:: Your objective ::
Return every line of the records that includes the string "Мамина".
↓↓↓
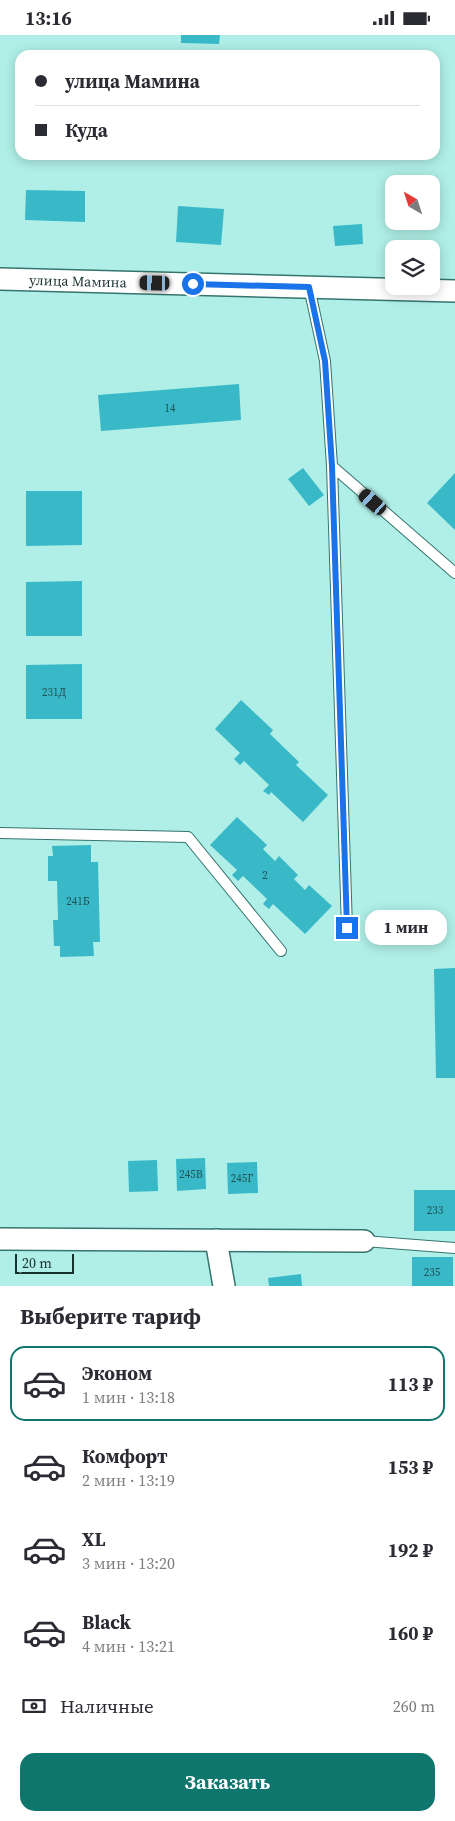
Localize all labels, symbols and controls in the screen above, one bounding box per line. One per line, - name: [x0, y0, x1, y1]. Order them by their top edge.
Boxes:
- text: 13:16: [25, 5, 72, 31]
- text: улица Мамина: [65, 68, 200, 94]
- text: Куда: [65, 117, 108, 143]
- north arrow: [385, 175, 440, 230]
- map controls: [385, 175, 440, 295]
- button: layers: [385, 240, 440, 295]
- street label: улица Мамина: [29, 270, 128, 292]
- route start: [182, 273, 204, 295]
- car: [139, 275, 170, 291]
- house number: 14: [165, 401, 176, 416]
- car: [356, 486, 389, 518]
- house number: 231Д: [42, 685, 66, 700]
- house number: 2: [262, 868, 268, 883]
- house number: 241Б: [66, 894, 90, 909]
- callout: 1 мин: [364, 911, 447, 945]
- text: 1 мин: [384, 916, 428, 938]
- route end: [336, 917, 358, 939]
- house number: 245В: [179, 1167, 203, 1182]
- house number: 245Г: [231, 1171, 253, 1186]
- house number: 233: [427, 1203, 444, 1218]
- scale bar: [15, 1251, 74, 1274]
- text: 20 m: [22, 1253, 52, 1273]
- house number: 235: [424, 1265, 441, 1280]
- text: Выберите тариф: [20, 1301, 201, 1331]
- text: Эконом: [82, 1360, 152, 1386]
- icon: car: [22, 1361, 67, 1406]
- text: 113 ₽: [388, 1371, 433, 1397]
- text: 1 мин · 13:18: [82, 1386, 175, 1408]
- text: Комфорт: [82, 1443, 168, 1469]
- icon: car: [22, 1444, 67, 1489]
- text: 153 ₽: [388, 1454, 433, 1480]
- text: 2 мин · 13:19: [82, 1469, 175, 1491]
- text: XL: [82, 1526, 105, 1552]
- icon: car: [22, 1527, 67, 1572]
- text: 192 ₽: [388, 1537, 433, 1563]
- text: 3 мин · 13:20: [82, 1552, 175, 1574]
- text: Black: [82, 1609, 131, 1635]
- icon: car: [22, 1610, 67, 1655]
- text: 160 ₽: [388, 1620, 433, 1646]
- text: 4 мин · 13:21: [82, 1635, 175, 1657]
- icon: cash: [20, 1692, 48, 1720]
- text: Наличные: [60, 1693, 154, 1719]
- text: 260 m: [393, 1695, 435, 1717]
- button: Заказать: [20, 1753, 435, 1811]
↑↑↑
:: Response for this exercise ::
- text: улица Мамина: [65, 68, 200, 94]
- street label: улица Мамина: [29, 270, 128, 292]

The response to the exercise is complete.